Forty years after the Voting Rights Act’s passing, when phrases such as ‘wrongful imprisonment’ and ‘affirmative action’ are rallying cries, Giddings words resonate now more than they ever did.
“In Search of Sisterhood” is a non-fiction book published in the year 1988. This history of the biggest black women’s organization in America isn’t only the story of Delta Sigma Theta Sorority (DST), however, it is also the telling of the increasing involvement of black women in the social, political, and economic affairs in America. Founded during a time when liberal arts education was seen widely as dangerous, futile, or impractical for black people, particularly women, DST is, according to Paula, a ‘compelling reflection of black women’s aspirations for society and themselves’.
Paula notes that unlike the other organizations that had racial goals, Delta Sigma Theta was founded to benefit and change individuals rather than society. As a sorority, it was founded in order to bring women together as sisters, however at the same time, to address divisive and often class-related problems that black women were faced with in society. There is, Giddings believed, a tension between these goals that makes Delta Sigma Theta a fascinating microcosm of black women’s struggles as well as their organizations.

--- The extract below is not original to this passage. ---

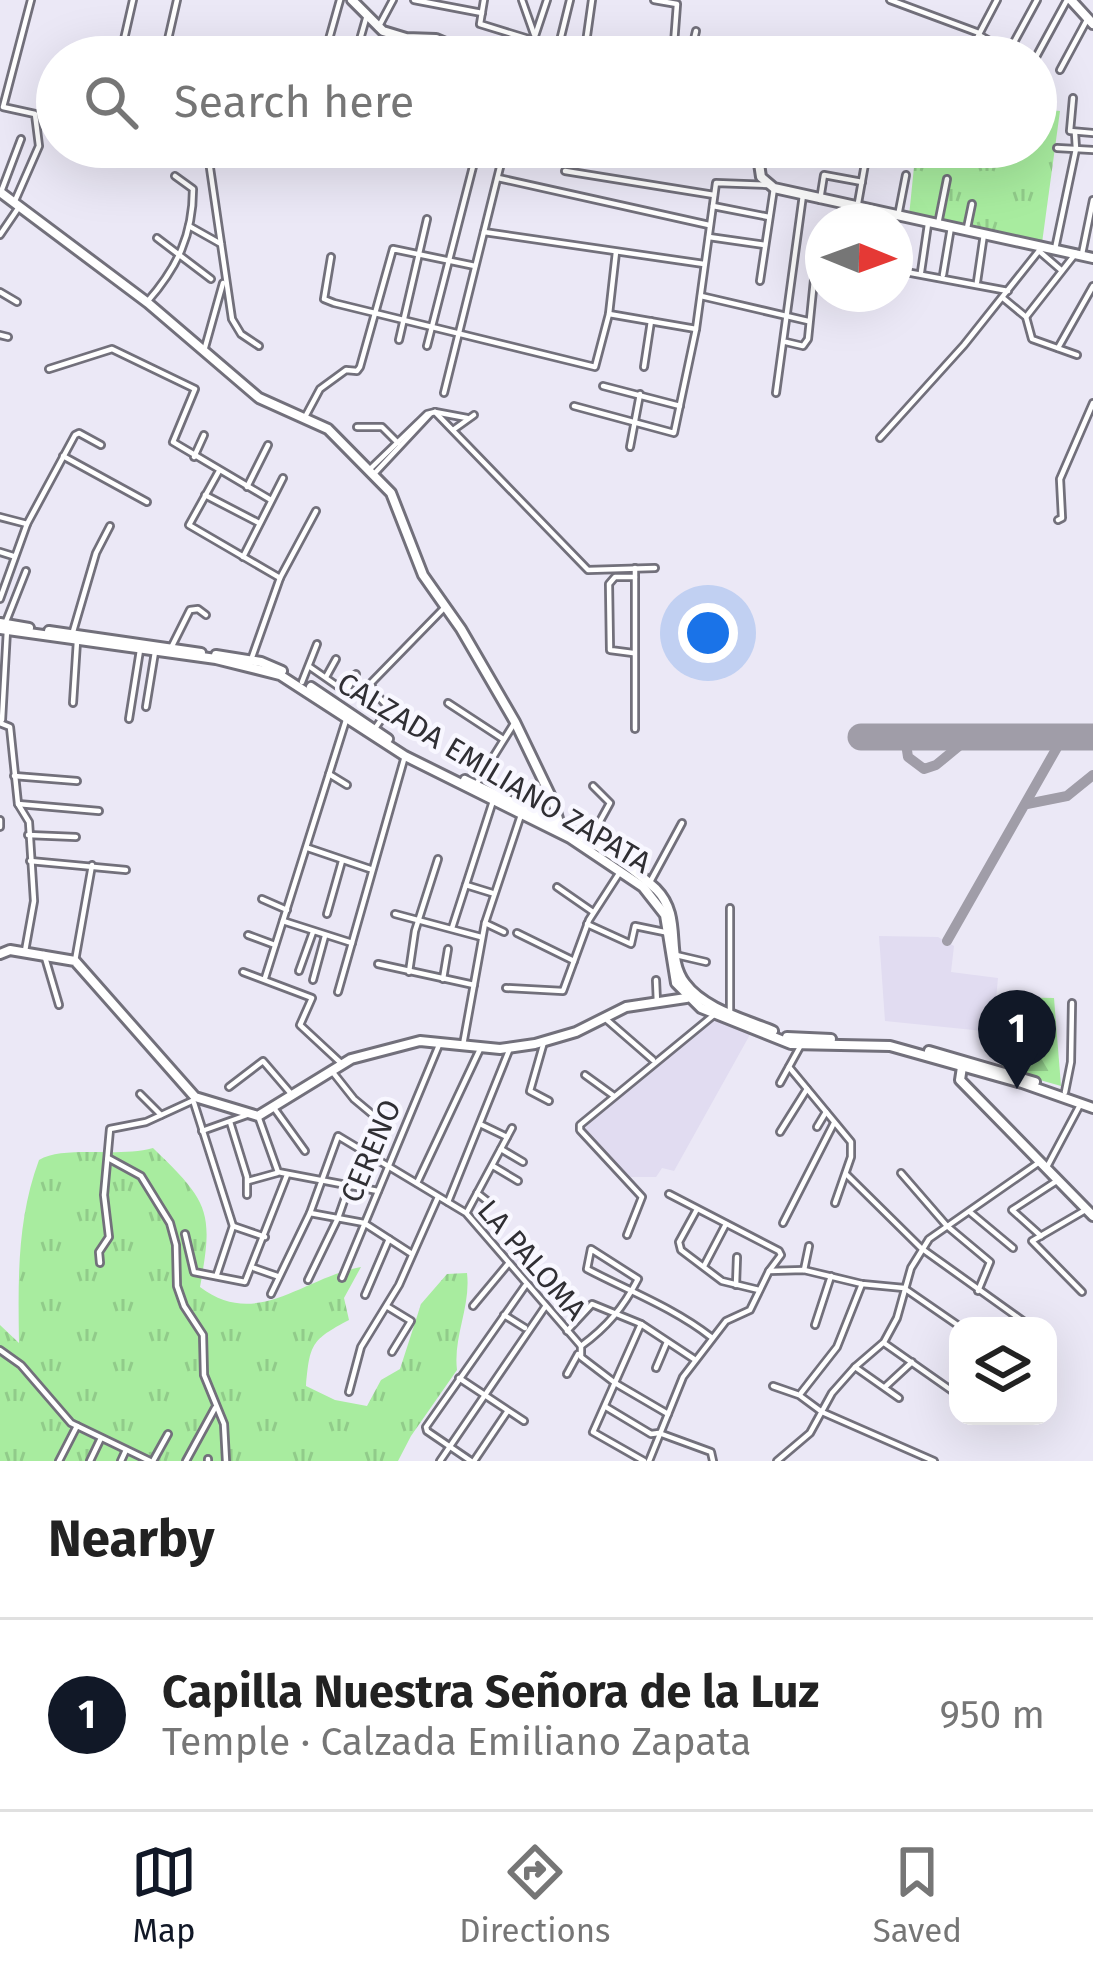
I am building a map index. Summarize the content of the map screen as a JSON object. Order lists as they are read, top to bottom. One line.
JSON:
{"streets":{"main road":["CALZADA EMILIANO ZAPATA"],"street":["CERENO","LA PALOMA"]},"crossings":[["CERENO","LA PALOMA"]],"north":"right","page":{"search":"Search here","pins":"1","heading":"Nearby","list":[{"mark":"1","name":"Capilla Nuestra Señora de la Luz","note":"Temple · Calzada Emiliano Zapata","value":"950 m"}],"nav":["Map","Directions","Saved"]}}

Readers liked all of the detailed information that is provided about this sorority and overall, the book offers a great introduction to this sorority.
“Ida: A Sword Among Lions” is a non-fiction book published in the year 2009. From a thinker that Maya Angelou has praised for shining “a bright light on women’s lives left in the shadows of history”, comes this definitive biography on Ida B. Wells. She was a crusading journalist and pioneer in the fight for women’s suffrage and against lynchings and segregation.
Ida B. Wells was born into slavery and grew up in the Victorian age. But she emerged, through fierce political battles and progressive thinking, as the very first modern black woman in the history of the nation.
She began her activist career when she attempted to segregate a first-class railway car in Memphis. After getting thrown bodily off the car, Ida wrote about this incident for black Baptist papers, beginning her career as a journalist. However her most abiding battle would be the one against lynching, a crime in which she saw every theme she held dearest coalesce: the law, sexuality, and race.
This does a great job of giving insight and readers gained a much great appreciation for Wells’ crusade against white mob lynching of blacks in the twentieth century. This book is history at its best: intelligent, clear, and moving; which makes this a book just as priceless as the subject it is looking at.